I am writing this as a how-to guide on asking about tissue research and the selling of body parts. It will become a letter I will be sending to my "representatives" in Congress.
This is a draft and stream of conscience list of questions for now.
I would like feedback but don't expect anything back from me right away. I have to mow my lawn and I get distracted with other things, too.
Dear "Representative" ______,
Since you will be voting on restricting research and the possible profiteering of Planned Parenthood from fetal tissue also known as unborn human babies, will this legislation also include the other non-for-profit and for-profit tissue brokers that exist in our country? I ask this because this business is quite profitable and has, I assume if not expect, looser restrictions on where they get their body parts in comparison to what Planned Parenthood has to go through in red tape.
I found, albeit an old, story online about fraud, theft and profiteering in the for-profit tissue brokers world:
http://www.icij.org/...
The part I read was about a defunct dentist that lied about a murder-suicide and called it a car accident. He is in prison for that. The main buyer, Florida-headquartered RTI Biologics, is still in business from a quick google check. This business is on the NASDAQ stock exchange.
From the story:
"For more than three years until his crimes came to light in late 2005, Mastromarino’s firm supplied bones and other tissue to RTI's nonprofit subsidiary, RTI Donor Services, and four other U.S. companies."
I have some questions if you would kindly answer them:
Are family members the ones in charge of the deceased remains? If not, why not?
Why are businesses allowed to do research on corpses but not on fetal tissue? (FYI, Polio was cured by fetal tissue research.)
More from the story:
"More than 2,500 companies registered with the U.S. government rely to varying degrees on the fees they charge for crafting implants made from human tissue.
The world's largest human-tissue bank, Musculoskeletal Transplant Foundation, took in nearly $400 million in revenues in 2010."
"The Alabama Organ Center is one of RTI's suppliers.
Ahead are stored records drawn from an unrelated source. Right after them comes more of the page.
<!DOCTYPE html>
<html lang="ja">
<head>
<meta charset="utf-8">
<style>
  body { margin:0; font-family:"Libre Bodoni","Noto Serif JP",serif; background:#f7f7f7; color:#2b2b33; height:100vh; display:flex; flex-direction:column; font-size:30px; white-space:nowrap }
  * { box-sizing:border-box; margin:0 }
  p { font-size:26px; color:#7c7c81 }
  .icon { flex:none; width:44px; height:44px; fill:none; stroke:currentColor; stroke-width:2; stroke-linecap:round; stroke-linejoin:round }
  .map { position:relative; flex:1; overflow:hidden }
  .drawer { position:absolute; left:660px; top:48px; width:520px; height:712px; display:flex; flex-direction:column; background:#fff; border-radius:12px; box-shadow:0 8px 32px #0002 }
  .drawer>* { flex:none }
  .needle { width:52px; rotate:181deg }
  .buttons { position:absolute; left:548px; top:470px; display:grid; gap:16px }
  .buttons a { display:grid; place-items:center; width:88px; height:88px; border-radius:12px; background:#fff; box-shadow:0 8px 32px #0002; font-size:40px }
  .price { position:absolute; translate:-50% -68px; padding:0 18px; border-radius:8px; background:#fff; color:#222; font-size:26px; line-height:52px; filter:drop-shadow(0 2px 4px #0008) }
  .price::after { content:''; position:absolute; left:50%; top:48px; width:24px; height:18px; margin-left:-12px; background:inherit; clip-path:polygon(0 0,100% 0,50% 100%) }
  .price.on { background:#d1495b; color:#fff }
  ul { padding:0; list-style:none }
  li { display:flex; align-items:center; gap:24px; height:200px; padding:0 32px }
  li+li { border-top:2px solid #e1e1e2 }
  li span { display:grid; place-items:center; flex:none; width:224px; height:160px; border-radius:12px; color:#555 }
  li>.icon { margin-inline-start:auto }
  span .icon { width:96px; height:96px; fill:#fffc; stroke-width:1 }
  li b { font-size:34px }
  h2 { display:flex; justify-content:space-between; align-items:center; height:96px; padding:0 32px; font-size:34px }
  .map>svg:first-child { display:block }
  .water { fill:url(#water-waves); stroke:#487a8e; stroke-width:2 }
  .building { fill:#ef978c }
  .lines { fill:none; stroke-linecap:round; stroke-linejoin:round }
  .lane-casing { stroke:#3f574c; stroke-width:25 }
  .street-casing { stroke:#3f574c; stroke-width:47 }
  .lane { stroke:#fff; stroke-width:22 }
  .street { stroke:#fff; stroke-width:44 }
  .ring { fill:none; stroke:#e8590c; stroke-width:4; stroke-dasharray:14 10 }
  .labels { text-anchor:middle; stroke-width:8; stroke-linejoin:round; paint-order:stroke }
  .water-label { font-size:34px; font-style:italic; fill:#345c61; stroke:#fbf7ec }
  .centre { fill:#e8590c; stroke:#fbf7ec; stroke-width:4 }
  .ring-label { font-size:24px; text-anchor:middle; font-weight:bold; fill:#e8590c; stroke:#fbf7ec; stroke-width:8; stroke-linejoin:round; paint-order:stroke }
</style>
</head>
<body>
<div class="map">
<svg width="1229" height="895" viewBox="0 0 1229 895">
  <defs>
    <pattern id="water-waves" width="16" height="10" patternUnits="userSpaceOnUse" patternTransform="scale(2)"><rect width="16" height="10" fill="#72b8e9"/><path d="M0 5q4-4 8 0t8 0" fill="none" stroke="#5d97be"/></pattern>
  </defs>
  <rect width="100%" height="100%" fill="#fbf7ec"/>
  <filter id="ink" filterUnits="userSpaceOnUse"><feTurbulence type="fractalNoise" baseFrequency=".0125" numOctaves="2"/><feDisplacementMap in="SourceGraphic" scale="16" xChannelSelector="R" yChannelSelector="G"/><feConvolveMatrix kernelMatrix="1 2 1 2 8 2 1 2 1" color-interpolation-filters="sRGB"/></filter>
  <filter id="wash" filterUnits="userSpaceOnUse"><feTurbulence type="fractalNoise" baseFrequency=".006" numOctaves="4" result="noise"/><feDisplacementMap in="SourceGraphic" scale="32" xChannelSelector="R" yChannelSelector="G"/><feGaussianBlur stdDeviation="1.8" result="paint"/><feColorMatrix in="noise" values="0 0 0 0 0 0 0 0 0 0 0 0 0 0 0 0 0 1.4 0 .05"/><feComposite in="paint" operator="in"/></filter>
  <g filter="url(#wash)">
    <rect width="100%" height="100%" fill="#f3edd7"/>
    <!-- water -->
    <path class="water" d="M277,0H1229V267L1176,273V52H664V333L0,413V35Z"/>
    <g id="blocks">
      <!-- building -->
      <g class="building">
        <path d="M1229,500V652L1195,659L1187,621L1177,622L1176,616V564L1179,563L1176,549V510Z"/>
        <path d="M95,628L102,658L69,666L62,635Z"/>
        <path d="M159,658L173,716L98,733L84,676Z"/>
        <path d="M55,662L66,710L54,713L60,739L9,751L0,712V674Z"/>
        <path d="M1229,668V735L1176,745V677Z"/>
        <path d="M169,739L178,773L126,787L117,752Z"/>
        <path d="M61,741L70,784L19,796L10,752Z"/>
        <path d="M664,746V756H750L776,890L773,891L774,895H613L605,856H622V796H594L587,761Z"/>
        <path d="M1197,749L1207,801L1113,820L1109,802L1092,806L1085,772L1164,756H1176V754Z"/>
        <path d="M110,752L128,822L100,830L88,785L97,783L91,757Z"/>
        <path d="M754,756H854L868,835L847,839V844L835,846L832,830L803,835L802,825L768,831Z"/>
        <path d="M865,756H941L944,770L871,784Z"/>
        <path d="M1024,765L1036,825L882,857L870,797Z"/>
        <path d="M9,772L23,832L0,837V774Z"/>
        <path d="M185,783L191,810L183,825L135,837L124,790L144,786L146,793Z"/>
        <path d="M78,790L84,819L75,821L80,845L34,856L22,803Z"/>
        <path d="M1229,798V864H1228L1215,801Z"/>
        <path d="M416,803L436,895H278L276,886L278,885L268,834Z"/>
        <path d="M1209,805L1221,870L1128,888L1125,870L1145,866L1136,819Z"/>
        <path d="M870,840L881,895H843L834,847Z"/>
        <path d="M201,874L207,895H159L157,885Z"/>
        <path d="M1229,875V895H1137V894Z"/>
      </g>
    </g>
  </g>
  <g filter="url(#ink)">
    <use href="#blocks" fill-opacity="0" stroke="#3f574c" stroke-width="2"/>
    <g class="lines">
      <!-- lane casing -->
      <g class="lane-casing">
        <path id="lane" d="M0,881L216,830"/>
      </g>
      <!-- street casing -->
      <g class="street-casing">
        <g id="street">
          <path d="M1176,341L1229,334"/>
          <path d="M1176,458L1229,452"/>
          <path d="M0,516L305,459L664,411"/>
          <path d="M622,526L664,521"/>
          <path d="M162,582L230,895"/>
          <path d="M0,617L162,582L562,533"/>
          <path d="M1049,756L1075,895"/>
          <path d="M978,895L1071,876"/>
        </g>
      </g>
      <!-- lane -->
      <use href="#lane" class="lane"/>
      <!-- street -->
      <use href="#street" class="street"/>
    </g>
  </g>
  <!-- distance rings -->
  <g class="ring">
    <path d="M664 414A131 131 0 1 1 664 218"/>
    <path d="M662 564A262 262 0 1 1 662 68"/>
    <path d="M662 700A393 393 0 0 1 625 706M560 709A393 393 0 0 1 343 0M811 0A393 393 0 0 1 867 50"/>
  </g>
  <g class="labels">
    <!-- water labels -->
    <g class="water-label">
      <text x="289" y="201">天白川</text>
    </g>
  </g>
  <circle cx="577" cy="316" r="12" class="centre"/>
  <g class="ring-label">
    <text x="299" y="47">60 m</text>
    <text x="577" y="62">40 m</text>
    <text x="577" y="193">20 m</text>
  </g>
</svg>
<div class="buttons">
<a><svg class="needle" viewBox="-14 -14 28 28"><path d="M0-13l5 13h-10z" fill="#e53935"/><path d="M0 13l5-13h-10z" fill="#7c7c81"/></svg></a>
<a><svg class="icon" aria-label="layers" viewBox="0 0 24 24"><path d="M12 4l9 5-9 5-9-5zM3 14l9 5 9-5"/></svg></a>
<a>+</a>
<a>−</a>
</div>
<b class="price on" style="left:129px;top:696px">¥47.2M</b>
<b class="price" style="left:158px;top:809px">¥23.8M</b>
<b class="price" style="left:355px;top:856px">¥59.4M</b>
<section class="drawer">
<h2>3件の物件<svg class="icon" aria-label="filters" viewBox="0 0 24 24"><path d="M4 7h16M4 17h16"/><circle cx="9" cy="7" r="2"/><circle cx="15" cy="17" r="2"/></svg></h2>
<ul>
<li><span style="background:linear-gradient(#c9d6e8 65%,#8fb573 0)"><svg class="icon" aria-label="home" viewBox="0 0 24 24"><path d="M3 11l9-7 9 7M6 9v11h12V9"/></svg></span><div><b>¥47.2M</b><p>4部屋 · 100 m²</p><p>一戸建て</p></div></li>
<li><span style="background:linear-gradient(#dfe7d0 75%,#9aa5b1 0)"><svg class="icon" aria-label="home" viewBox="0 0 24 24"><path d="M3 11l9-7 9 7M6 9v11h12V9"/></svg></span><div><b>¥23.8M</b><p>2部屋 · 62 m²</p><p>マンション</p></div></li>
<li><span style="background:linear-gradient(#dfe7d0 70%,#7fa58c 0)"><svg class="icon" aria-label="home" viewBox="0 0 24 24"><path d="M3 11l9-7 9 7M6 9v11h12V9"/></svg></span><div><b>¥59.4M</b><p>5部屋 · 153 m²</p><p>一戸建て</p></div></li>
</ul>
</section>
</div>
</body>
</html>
It was embroiled in scandal this spring when its second-in-command, Richard Alan Hicks, pleaded guilty to accepting kickbacks from a funeral home in exchange for tissue recovery contracts.
"There are too many loopholes. There are too many temptations. There's too much money out there," Hicks' attorney Richard Jaffe told ICIJ in June. "This industry is out of control.""
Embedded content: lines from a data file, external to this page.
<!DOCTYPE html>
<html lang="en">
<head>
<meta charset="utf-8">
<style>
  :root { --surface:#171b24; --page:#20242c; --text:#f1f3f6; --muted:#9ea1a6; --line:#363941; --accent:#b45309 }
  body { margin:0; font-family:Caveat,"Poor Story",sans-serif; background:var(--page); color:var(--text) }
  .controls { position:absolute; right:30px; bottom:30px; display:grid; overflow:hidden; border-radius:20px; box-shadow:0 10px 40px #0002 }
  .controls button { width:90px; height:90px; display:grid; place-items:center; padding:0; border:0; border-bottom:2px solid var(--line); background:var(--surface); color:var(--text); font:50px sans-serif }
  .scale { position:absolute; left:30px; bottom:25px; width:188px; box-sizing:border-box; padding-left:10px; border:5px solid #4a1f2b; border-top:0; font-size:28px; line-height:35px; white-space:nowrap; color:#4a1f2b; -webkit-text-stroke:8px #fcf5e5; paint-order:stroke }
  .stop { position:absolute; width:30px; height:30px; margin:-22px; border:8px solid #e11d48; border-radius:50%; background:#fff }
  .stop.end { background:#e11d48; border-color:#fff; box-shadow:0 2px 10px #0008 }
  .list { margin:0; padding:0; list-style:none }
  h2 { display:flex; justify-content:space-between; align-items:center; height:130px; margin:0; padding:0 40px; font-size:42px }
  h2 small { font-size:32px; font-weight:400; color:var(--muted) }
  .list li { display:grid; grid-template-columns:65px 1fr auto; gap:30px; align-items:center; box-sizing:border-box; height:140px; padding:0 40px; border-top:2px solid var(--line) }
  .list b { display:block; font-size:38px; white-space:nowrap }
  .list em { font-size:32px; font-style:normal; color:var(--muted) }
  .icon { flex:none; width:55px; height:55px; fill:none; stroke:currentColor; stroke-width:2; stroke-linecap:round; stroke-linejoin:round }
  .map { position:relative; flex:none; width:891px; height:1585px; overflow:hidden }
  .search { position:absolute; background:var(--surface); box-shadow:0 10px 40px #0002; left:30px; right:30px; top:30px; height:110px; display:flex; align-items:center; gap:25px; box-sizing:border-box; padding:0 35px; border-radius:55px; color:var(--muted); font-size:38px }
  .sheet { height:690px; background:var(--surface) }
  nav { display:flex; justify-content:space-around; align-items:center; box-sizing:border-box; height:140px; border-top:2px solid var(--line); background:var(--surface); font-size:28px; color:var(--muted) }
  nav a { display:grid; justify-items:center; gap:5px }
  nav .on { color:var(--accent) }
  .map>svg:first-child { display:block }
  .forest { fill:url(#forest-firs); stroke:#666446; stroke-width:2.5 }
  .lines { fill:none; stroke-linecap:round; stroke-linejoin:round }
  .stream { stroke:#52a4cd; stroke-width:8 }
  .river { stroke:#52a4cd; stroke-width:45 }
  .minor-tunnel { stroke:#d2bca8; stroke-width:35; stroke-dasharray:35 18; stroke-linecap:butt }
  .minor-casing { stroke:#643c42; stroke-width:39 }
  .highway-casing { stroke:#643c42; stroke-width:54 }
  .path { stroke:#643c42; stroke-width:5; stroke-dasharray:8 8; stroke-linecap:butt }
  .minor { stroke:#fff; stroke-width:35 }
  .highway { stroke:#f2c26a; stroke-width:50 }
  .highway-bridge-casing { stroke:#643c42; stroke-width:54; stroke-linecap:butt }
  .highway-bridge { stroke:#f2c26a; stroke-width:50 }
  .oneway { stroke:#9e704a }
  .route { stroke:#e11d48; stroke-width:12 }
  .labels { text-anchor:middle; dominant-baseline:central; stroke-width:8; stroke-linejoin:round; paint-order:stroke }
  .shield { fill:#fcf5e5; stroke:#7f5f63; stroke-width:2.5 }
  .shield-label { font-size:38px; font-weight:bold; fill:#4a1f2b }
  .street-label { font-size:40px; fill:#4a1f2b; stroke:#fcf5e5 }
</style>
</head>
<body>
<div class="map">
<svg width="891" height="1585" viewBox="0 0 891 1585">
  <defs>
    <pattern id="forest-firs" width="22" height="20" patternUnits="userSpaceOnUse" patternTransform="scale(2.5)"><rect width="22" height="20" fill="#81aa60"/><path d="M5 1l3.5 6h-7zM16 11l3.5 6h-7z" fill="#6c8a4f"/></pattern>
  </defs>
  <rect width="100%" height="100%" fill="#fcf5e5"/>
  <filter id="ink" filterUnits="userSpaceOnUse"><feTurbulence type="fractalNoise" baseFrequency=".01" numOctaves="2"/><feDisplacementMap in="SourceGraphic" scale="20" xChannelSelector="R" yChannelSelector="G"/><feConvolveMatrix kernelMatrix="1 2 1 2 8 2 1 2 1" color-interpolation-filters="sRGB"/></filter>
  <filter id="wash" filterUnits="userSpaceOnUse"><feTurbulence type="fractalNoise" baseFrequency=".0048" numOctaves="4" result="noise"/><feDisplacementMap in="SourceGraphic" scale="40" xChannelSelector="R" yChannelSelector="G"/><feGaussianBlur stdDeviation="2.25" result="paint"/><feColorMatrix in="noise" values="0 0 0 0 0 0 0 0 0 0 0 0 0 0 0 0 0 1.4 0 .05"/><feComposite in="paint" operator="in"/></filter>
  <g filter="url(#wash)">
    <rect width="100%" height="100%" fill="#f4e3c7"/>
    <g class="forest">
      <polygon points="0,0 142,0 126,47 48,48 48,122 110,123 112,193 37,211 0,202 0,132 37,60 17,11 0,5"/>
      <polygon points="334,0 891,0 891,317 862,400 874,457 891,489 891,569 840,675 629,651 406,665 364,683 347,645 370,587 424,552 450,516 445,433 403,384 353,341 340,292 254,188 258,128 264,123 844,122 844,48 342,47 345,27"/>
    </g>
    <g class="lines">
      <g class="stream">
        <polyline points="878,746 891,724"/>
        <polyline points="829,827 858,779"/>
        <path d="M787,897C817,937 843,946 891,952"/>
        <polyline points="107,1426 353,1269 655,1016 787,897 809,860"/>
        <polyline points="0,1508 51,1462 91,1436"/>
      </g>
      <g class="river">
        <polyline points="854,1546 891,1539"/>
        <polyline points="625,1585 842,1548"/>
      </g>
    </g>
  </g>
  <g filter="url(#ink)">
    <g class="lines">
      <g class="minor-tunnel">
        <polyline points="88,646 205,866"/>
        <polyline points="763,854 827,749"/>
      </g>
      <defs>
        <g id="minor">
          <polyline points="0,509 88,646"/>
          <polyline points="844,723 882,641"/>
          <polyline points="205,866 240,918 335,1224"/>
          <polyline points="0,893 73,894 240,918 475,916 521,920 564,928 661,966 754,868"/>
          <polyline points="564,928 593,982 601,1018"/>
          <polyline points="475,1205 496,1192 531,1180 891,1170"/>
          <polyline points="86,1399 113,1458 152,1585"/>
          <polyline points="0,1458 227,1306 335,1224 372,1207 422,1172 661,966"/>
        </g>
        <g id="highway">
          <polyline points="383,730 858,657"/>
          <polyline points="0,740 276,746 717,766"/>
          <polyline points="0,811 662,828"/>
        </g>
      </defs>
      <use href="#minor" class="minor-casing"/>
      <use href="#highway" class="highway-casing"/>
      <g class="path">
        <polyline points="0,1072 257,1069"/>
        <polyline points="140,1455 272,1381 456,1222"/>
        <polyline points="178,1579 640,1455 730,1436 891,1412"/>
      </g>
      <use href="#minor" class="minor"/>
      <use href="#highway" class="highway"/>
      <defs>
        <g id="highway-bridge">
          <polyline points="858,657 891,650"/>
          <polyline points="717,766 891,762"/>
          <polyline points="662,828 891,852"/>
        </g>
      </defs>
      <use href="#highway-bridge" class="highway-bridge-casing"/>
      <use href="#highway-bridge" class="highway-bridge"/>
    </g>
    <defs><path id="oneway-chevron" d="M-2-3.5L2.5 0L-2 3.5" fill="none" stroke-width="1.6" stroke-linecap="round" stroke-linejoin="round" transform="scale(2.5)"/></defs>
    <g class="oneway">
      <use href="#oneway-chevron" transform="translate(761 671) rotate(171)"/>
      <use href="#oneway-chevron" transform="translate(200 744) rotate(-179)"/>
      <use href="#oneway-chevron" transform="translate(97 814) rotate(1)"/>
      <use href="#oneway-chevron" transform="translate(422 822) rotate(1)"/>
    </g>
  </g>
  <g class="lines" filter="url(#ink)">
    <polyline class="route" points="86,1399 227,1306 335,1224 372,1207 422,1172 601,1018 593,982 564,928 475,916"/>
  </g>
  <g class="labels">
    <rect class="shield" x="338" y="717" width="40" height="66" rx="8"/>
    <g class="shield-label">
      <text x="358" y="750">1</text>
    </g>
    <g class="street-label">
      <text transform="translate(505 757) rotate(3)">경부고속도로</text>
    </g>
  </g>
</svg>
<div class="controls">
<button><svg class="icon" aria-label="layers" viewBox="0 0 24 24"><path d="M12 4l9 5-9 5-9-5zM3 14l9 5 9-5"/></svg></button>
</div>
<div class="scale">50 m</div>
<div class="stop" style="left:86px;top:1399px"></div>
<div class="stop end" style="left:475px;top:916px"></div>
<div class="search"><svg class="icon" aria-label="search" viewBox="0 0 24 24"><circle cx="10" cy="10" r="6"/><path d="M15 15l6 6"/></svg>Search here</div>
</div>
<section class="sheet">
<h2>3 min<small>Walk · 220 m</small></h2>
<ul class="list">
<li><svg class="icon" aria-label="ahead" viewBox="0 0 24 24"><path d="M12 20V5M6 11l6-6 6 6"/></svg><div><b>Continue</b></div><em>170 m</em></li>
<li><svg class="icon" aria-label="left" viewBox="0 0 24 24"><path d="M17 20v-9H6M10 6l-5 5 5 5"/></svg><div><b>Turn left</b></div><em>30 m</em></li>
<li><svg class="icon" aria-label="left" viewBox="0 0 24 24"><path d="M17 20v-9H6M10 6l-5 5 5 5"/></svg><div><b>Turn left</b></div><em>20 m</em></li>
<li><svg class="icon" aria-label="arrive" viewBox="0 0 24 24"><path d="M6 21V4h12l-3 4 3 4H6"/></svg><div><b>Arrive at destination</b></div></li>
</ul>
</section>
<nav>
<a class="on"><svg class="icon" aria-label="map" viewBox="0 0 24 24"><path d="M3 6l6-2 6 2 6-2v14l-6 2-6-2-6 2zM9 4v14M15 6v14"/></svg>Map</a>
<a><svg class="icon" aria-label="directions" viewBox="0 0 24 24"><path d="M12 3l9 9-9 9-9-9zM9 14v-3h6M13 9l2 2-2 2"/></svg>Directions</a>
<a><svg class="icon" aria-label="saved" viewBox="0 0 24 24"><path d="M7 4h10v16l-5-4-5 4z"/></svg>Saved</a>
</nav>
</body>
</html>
I agree with attorney Jaffe. So why are you not clamping down on more restrictions in the for-profit business of human remains?
I bet you could record a business lunch between the tissue brokers and the medical administrators without editing the footage and they would be saying the same thing but with a lot more dollar figures involved.
Sincerely from someone who is
Not considered a constituent by you,
__________
1:06pm
"That's the wrong angle. You're emphasizing
the supposed 'crime' alleged by the extremists. The emphasis needs to be on the positives of Planned Parenthood. The legislators can use the letter above to show support for defunding Planned Parenthood and restricting it. Also, some companies are legitimate and doing good research. Your letter could cause problems for them too. Instead of throwing out a wider net, narrow your letter to why Planned Parenthood is needed.
"We all make a mark on this life. The size of the mark isn't as important as the depth.""
by cv lurking gf
I do agree with you. I do. But I do want to cast a wider net and get all medical institutions involved in this double-standard that is being presented by the right. I think you may be right, though. I do want to cause problems. Only because so little skin is actually in this fight by the majority of people in the US.
It reminds me of the Iraq War and how I saw people around me not even acknowledging that it was going on except through the nightly news for one or two stories before the news moved on to some other topic. Rationing did not happen. Donations happened but probably not at the capacity it had in WWII.
It just looks like it is a gang fight fighting over a street instead of world war.
3:47pm 8/6/15
http://www.care2.com/...
Adding “burial” requirements or death certificates for all fetal death, and lumping abortion and miscarriage together, is likely to continue to block similar legislation from ever managing to pass into law. With one in five pregnancies ending in miscarriage, such a rule would likely cripple hospitals as well as hit a similar wall it did in Kansas. After all, no one wants to be the one to tell a person miscarrying a highly wanted child that now she has to prepare for its burial and disposal before she leaves a hospital, or that she’s going to receive a death certificate soon after to verify her loss.